Saved data entries
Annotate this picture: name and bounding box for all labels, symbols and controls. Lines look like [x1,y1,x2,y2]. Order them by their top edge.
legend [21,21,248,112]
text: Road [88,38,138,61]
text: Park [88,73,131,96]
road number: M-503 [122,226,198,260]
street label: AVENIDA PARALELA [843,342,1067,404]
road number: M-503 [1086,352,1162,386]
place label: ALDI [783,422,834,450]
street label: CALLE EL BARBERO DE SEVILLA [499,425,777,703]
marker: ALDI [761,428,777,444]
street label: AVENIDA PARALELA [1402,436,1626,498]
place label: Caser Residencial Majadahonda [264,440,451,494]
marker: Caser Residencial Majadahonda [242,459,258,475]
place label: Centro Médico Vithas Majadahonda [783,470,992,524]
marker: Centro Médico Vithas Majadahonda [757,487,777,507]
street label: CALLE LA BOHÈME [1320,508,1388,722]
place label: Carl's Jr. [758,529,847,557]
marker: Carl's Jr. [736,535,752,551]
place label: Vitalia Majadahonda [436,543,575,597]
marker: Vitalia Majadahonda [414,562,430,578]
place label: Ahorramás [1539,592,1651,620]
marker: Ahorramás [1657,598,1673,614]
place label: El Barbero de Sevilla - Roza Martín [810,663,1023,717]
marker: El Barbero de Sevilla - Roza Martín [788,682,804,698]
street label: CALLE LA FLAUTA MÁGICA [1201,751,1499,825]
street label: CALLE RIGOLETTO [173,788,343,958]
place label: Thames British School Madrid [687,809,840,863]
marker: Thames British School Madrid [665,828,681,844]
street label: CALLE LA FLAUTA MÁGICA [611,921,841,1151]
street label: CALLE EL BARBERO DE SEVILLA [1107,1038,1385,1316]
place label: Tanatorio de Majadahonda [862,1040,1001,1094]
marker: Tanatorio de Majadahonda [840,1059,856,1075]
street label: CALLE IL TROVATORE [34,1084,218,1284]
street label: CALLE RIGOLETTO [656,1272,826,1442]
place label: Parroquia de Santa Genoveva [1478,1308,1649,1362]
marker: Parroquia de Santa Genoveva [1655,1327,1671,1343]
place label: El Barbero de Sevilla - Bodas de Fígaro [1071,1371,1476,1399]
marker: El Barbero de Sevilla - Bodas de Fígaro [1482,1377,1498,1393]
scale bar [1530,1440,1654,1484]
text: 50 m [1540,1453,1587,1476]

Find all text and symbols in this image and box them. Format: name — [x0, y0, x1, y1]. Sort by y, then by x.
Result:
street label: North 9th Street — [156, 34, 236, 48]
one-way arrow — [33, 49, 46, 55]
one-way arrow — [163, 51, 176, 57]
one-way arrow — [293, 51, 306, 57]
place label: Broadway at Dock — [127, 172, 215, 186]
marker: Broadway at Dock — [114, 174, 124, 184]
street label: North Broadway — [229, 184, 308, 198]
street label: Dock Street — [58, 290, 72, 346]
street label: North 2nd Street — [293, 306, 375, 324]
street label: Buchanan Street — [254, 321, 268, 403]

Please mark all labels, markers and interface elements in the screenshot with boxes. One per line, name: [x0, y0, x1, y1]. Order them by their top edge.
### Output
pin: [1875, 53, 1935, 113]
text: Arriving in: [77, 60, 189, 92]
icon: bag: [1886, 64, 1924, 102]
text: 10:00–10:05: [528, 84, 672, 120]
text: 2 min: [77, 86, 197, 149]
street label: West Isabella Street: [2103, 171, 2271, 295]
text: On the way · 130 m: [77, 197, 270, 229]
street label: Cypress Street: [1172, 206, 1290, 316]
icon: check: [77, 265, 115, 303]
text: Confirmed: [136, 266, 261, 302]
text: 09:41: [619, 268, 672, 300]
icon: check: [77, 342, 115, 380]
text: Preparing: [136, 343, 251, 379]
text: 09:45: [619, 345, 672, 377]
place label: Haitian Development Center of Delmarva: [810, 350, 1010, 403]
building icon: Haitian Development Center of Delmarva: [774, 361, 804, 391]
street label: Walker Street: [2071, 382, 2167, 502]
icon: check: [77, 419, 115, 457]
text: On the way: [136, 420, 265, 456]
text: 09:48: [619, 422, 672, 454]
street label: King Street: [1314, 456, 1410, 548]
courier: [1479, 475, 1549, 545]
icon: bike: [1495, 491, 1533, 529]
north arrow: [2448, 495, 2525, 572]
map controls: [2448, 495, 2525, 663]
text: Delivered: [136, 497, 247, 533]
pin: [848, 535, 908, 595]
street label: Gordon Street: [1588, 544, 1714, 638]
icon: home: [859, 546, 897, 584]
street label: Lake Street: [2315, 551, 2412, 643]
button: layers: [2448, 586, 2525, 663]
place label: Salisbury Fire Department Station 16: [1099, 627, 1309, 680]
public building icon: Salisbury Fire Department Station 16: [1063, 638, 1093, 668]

The problem
I need every line of the data that has the word "Centro"; please list them.

Completed exercise
place label: Centro Médico Vithas Majadahonda [783,470,992,524]
marker: Centro Médico Vithas Majadahonda [757,487,777,507]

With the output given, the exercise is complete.